§ **WHAT YOU ARE ASKED TO DO**
Below are the records; give again exactly the lines that run from the one with "9h4l5-4v14l-5-4H4zM17 9q2 3" through the last line.
EXTRACTED DATA START
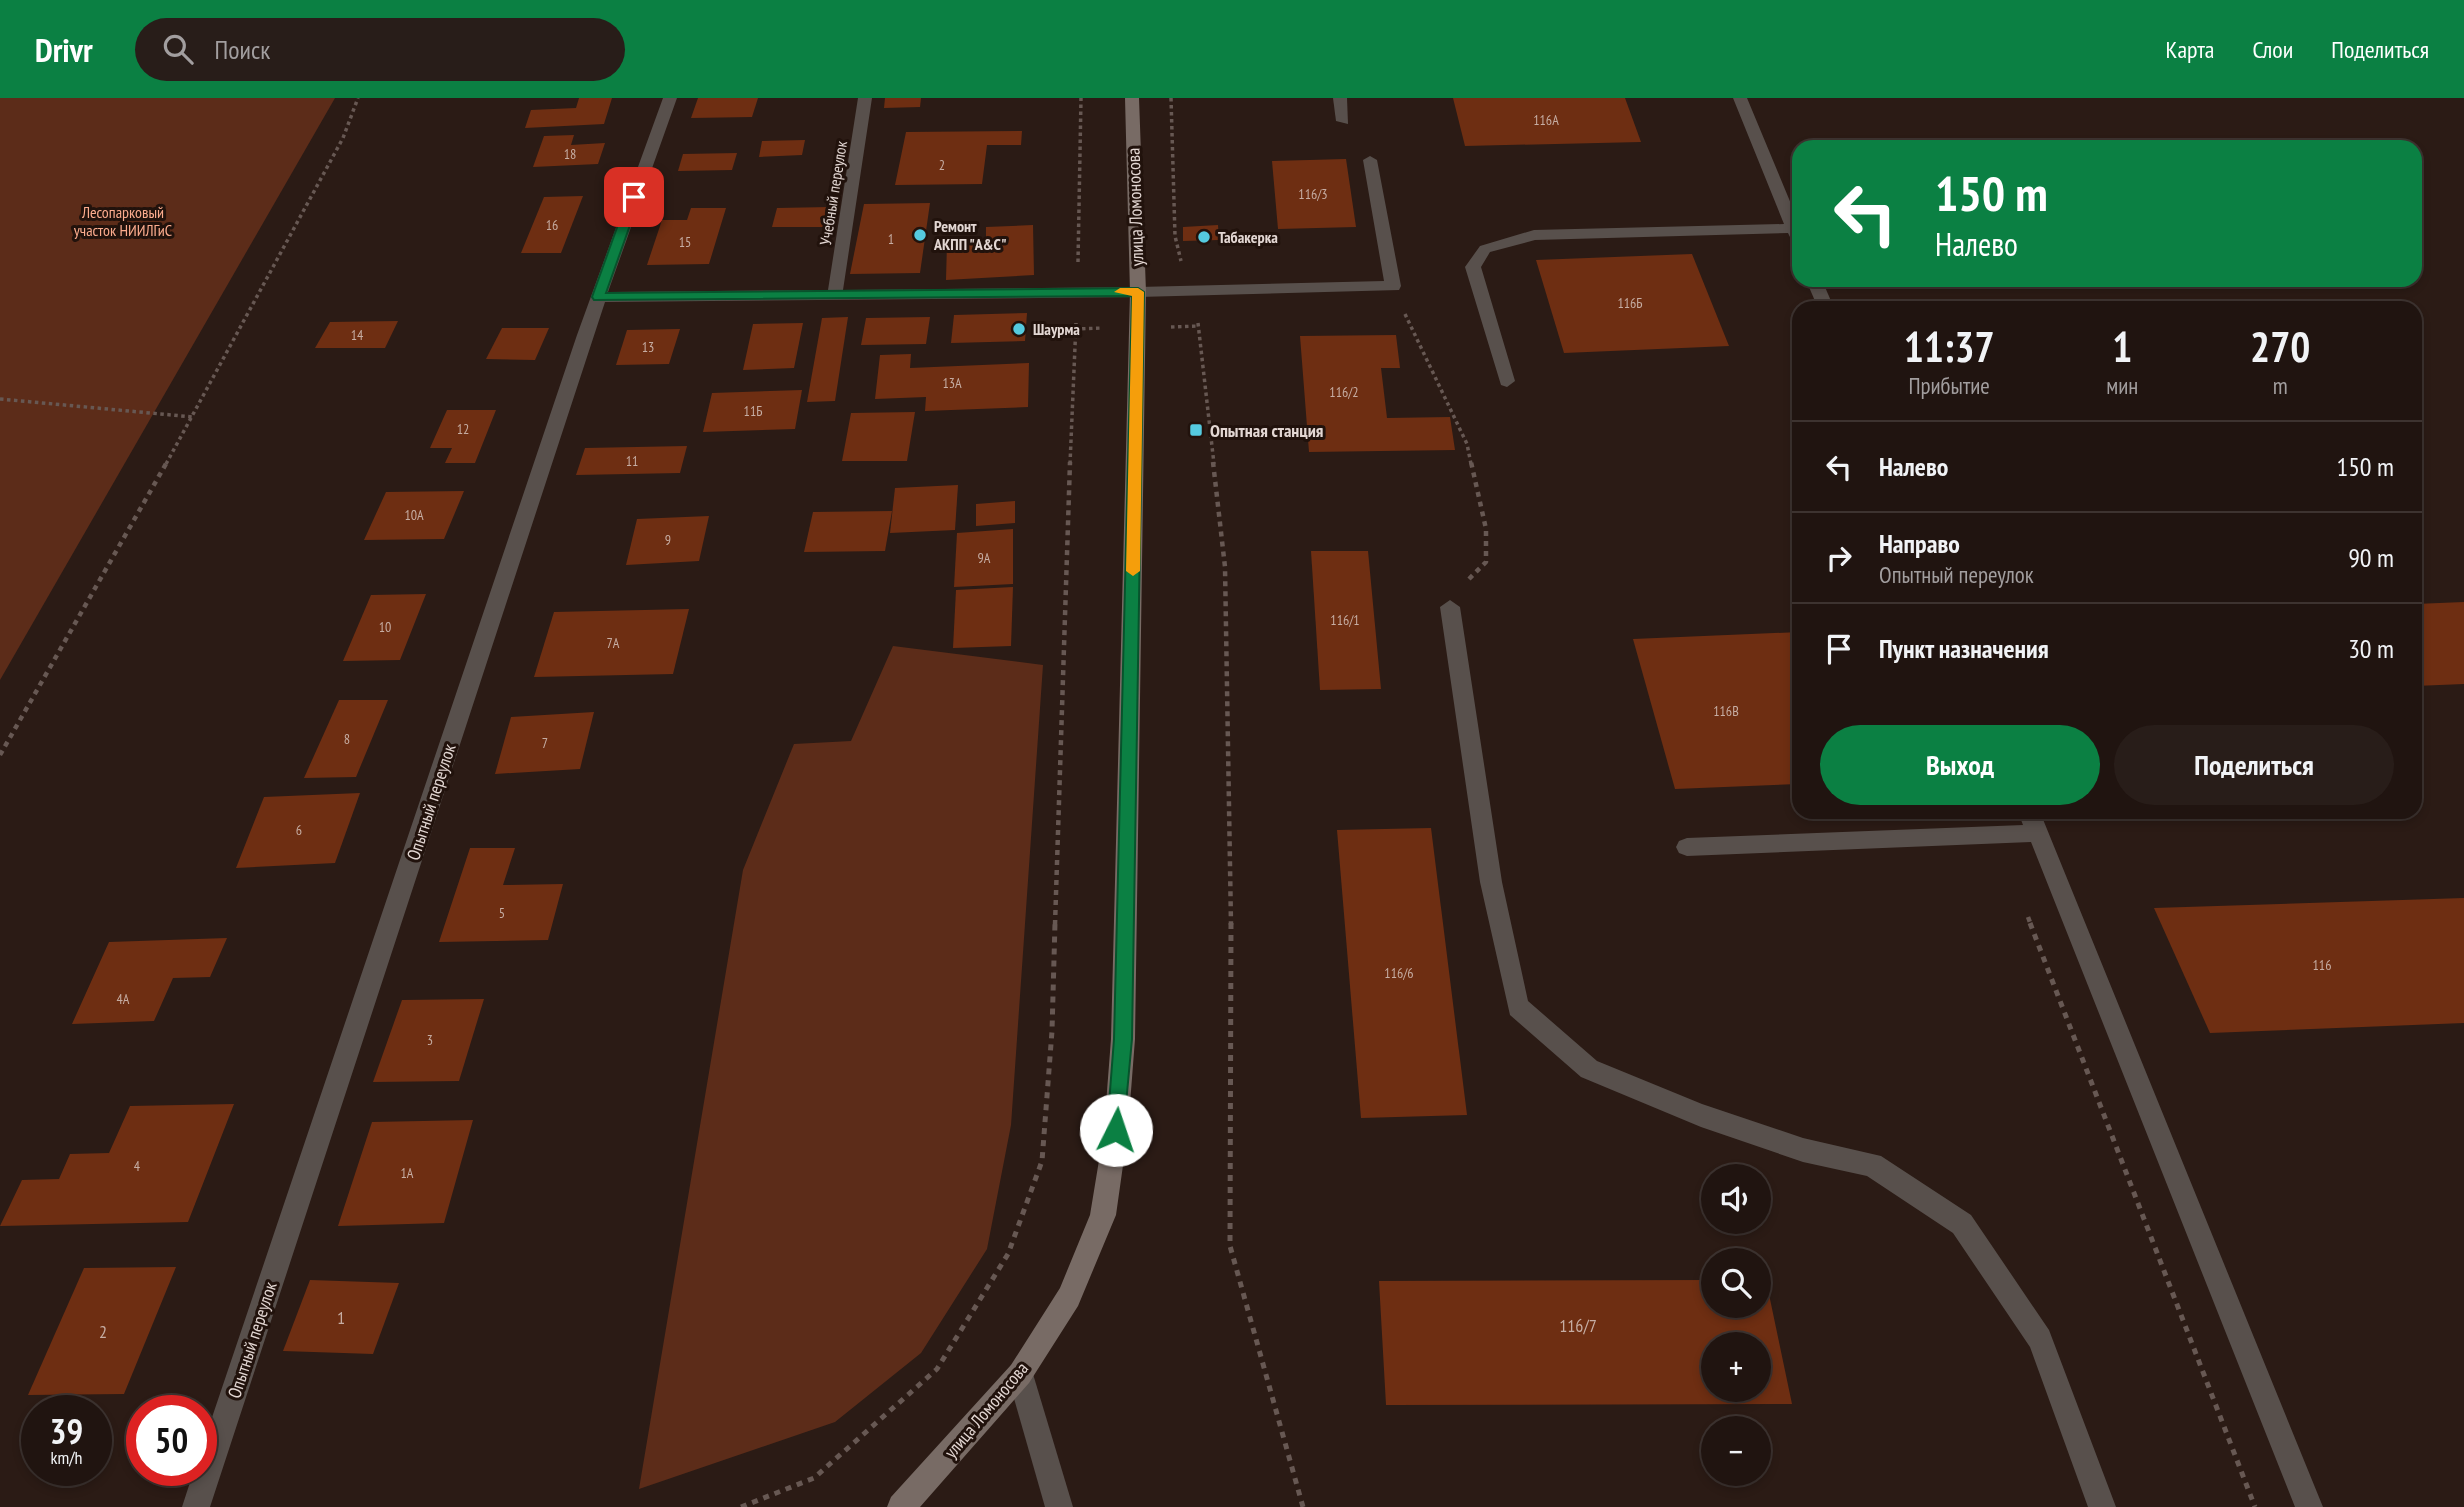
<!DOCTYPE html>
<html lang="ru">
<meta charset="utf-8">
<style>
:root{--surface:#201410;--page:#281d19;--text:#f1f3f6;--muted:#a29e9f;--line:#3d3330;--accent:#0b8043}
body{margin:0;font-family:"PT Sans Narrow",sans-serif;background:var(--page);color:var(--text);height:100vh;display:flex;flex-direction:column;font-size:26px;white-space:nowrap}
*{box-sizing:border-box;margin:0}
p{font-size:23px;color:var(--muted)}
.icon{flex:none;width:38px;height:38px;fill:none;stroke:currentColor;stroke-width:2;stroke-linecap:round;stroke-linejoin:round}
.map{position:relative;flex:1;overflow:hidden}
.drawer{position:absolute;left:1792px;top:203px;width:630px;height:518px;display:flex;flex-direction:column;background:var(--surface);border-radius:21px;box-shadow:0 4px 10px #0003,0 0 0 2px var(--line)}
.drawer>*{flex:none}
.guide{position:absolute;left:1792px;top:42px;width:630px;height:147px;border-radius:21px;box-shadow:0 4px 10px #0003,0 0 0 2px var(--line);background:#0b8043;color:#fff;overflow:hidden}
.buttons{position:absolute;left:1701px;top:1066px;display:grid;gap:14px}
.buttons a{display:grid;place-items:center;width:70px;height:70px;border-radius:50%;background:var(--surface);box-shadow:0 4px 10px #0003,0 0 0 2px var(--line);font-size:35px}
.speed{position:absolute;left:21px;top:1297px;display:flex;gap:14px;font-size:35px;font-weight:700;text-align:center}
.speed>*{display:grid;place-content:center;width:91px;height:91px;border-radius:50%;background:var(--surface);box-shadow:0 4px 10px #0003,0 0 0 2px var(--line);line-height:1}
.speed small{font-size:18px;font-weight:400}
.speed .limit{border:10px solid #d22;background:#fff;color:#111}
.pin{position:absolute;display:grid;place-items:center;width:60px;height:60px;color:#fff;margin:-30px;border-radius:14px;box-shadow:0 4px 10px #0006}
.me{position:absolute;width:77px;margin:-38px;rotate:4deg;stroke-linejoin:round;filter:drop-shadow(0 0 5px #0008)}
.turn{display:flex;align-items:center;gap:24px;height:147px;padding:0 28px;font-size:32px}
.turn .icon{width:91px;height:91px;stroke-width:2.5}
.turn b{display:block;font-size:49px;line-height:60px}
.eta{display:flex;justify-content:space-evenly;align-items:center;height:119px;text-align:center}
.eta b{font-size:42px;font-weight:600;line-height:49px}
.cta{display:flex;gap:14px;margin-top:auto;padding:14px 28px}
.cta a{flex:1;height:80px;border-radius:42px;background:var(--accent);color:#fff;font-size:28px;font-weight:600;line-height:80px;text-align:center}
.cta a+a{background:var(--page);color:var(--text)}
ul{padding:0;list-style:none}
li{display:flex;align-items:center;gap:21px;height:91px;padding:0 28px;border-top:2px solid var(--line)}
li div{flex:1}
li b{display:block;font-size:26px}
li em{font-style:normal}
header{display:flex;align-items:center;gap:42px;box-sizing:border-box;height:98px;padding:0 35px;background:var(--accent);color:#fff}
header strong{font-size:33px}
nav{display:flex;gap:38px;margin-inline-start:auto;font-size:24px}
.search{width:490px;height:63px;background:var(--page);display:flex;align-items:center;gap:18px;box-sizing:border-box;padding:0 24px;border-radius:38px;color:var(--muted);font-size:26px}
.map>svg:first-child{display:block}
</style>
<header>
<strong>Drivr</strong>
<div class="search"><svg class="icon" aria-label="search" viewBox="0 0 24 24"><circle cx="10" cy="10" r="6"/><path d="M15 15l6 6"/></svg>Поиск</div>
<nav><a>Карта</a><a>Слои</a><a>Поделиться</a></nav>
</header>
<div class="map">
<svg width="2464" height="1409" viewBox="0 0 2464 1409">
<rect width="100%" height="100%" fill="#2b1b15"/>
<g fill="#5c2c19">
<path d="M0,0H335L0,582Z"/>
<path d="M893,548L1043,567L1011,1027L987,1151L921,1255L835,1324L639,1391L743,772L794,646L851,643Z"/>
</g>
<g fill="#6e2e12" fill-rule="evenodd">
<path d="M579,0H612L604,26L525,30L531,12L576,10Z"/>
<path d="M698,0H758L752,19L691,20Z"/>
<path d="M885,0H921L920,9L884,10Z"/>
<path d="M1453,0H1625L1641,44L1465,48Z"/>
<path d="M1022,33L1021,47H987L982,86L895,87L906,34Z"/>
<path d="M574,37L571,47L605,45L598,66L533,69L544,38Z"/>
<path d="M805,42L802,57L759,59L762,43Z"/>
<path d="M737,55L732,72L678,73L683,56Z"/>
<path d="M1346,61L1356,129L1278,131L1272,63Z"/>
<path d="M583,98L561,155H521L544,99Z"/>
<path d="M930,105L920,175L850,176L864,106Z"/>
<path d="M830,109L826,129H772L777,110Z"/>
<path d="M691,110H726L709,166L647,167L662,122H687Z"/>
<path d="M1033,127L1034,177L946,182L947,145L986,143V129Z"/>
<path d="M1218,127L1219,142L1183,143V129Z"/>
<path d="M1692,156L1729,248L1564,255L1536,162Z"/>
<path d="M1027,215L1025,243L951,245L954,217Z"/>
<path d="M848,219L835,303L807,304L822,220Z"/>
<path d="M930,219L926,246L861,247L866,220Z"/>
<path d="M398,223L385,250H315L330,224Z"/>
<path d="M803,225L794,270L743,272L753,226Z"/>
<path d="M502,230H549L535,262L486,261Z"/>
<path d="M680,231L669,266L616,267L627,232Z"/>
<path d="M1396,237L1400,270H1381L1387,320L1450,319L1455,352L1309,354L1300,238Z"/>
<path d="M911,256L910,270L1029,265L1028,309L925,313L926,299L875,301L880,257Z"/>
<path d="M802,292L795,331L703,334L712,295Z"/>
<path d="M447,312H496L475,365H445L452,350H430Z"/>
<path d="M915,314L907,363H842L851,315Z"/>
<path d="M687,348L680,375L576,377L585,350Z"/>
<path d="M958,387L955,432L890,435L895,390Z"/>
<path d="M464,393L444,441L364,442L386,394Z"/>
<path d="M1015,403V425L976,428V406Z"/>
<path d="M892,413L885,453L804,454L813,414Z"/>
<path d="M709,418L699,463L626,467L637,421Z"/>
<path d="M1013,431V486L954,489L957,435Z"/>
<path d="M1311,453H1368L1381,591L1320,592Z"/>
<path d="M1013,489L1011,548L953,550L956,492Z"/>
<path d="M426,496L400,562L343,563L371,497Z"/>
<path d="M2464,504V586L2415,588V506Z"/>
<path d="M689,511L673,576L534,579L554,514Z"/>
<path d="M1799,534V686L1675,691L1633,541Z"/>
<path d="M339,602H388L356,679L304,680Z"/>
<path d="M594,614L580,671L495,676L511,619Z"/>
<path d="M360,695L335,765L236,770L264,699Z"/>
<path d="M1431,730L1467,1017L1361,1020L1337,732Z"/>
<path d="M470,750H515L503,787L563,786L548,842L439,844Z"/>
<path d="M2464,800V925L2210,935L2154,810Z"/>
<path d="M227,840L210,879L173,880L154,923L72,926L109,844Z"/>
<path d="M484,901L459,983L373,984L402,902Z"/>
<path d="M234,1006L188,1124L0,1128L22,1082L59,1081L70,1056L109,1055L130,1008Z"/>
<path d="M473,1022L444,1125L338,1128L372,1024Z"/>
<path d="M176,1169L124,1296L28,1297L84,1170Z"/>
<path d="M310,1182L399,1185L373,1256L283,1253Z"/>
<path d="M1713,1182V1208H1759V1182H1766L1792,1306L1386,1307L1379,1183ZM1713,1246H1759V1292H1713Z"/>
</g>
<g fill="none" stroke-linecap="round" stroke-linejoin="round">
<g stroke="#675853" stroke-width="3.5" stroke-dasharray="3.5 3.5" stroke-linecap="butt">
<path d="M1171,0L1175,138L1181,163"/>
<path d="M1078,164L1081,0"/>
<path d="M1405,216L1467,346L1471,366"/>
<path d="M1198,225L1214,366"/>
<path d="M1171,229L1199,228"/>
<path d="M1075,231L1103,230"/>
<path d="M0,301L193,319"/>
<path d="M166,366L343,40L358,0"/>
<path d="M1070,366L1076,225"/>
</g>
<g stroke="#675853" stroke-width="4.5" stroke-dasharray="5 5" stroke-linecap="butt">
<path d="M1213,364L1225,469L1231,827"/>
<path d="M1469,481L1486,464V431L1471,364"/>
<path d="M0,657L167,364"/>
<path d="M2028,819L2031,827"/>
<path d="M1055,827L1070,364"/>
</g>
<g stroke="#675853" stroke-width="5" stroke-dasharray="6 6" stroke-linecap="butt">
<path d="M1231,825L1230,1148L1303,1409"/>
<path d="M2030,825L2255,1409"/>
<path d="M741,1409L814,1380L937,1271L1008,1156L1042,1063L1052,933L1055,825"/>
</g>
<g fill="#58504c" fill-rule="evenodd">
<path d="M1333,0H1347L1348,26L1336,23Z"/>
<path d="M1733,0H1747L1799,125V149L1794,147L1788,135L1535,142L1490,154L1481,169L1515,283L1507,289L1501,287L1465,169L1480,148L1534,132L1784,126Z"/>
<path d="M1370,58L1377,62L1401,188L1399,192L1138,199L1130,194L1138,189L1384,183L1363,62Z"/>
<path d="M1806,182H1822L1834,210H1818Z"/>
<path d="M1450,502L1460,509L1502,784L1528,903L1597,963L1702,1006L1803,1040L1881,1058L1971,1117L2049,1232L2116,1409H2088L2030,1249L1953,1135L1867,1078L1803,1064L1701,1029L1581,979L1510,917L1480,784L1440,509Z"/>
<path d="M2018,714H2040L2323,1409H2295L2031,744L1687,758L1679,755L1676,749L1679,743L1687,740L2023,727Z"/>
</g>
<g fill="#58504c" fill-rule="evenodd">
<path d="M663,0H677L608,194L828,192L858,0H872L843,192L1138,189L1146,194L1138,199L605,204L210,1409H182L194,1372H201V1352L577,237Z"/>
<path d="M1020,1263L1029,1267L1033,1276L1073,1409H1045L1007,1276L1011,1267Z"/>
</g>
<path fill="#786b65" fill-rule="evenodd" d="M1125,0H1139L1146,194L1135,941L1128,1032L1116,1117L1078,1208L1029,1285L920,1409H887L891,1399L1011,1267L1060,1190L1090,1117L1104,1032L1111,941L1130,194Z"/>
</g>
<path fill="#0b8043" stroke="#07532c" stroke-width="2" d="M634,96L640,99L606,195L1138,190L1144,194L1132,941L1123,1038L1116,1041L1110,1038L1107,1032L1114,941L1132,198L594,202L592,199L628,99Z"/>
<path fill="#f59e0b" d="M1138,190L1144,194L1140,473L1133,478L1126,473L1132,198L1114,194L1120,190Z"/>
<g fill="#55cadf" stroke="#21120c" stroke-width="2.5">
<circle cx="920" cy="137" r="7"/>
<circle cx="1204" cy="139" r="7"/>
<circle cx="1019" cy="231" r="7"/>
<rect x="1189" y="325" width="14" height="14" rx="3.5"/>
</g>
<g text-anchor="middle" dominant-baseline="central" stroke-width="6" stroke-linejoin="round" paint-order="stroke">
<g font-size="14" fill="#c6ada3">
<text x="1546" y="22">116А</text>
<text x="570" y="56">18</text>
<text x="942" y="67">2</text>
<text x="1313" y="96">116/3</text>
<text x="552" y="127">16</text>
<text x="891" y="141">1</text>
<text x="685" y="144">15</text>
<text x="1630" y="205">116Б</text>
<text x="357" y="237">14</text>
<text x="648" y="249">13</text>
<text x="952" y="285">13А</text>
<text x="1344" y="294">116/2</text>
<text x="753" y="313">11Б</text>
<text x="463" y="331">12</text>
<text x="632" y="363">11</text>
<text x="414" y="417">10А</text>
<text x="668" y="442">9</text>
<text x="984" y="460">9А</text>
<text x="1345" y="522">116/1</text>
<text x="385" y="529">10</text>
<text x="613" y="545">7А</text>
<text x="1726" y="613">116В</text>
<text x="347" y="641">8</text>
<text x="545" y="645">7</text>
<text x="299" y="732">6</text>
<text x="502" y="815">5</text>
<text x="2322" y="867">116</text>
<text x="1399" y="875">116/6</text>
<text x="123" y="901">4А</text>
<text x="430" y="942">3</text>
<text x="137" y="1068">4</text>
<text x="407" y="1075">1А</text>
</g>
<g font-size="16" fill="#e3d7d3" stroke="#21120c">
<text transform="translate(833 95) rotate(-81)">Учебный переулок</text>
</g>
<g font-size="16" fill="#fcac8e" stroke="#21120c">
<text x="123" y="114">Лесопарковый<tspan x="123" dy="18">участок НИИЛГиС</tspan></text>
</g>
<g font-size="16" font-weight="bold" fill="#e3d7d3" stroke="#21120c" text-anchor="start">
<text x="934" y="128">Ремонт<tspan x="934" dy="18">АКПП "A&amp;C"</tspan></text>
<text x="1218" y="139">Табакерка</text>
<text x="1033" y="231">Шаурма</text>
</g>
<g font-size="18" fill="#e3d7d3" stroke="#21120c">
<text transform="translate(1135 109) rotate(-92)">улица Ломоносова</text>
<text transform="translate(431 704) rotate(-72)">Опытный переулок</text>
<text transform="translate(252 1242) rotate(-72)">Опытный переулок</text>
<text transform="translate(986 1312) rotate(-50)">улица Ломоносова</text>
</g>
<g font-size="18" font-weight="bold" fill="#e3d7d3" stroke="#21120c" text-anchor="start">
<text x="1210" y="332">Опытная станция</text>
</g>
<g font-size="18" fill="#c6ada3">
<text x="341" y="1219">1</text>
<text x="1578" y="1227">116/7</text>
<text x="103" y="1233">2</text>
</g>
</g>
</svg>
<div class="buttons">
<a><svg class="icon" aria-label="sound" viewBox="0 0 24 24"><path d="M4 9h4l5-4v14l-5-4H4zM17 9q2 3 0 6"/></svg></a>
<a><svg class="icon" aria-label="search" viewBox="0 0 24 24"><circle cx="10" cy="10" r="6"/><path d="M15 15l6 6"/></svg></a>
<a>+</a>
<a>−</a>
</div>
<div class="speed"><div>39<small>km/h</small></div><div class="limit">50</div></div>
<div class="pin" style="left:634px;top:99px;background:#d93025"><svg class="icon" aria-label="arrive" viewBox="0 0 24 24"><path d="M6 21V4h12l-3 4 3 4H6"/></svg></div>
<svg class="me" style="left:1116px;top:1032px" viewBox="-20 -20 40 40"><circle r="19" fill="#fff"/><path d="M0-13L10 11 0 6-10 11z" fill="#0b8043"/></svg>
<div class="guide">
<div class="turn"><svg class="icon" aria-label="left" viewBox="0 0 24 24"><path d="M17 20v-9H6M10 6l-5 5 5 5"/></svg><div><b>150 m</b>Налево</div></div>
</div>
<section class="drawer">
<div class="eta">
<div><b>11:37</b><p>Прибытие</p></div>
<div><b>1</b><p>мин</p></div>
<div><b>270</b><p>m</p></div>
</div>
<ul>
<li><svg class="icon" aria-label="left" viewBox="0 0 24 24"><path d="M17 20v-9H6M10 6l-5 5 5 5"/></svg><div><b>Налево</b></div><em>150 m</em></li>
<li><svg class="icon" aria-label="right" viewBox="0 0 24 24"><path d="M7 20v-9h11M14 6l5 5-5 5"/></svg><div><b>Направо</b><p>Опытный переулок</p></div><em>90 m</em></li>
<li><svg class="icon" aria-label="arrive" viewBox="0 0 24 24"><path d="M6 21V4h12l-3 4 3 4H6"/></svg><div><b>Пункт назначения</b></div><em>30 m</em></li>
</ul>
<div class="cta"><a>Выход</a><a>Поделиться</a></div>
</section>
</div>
EXTRACTED DATA END
§ **ANSWER TO THE EXERCISE**
<a><svg class="icon" aria-label="sound" viewBox="0 0 24 24"><path d="M4 9h4l5-4v14l-5-4H4zM17 9q2 3 0 6"/></svg></a>
<a><svg class="icon" aria-label="search" viewBox="0 0 24 24"><circle cx="10" cy="10" r="6"/><path d="M15 15l6 6"/></svg></a>
<a>+</a>
<a>−</a>
</div>
<div class="speed"><div>39<small>km/h</small></div><div class="limit">50</div></div>
<div class="pin" style="left:634px;top:99px;background:#d93025"><svg class="icon" aria-label="arrive" viewBox="0 0 24 24"><path d="M6 21V4h12l-3 4 3 4H6"/></svg></div>
<svg class="me" style="left:1116px;top:1032px" viewBox="-20 -20 40 40"><circle r="19" fill="#fff"/><path d="M0-13L10 11 0 6-10 11z" fill="#0b8043"/></svg>
<div class="guide">
<div class="turn"><svg class="icon" aria-label="left" viewBox="0 0 24 24"><path d="M17 20v-9H6M10 6l-5 5 5 5"/></svg><div><b>150 m</b>Налево</div></div>
</div>
<section class="drawer">
<div class="eta">
<div><b>11:37</b><p>Прибытие</p></div>
<div><b>1</b><p>мин</p></div>
<div><b>270</b><p>m</p></div>
</div>
<ul>
<li><svg class="icon" aria-label="left" viewBox="0 0 24 24"><path d="M17 20v-9H6M10 6l-5 5 5 5"/></svg><div><b>Налево</b></div><em>150 m</em></li>
<li><svg class="icon" aria-label="right" viewBox="0 0 24 24"><path d="M7 20v-9h11M14 6l5 5-5 5"/></svg><div><b>Направо</b><p>Опытный переулок</p></div><em>90 m</em></li>
<li><svg class="icon" aria-label="arrive" viewBox="0 0 24 24"><path d="M6 21V4h12l-3 4 3 4H6"/></svg><div><b>Пункт назначения</b></div><em>30 m</em></li>
</ul>
<div class="cta"><a>Выход</a><a>Поделиться</a></div>
</section>
</div>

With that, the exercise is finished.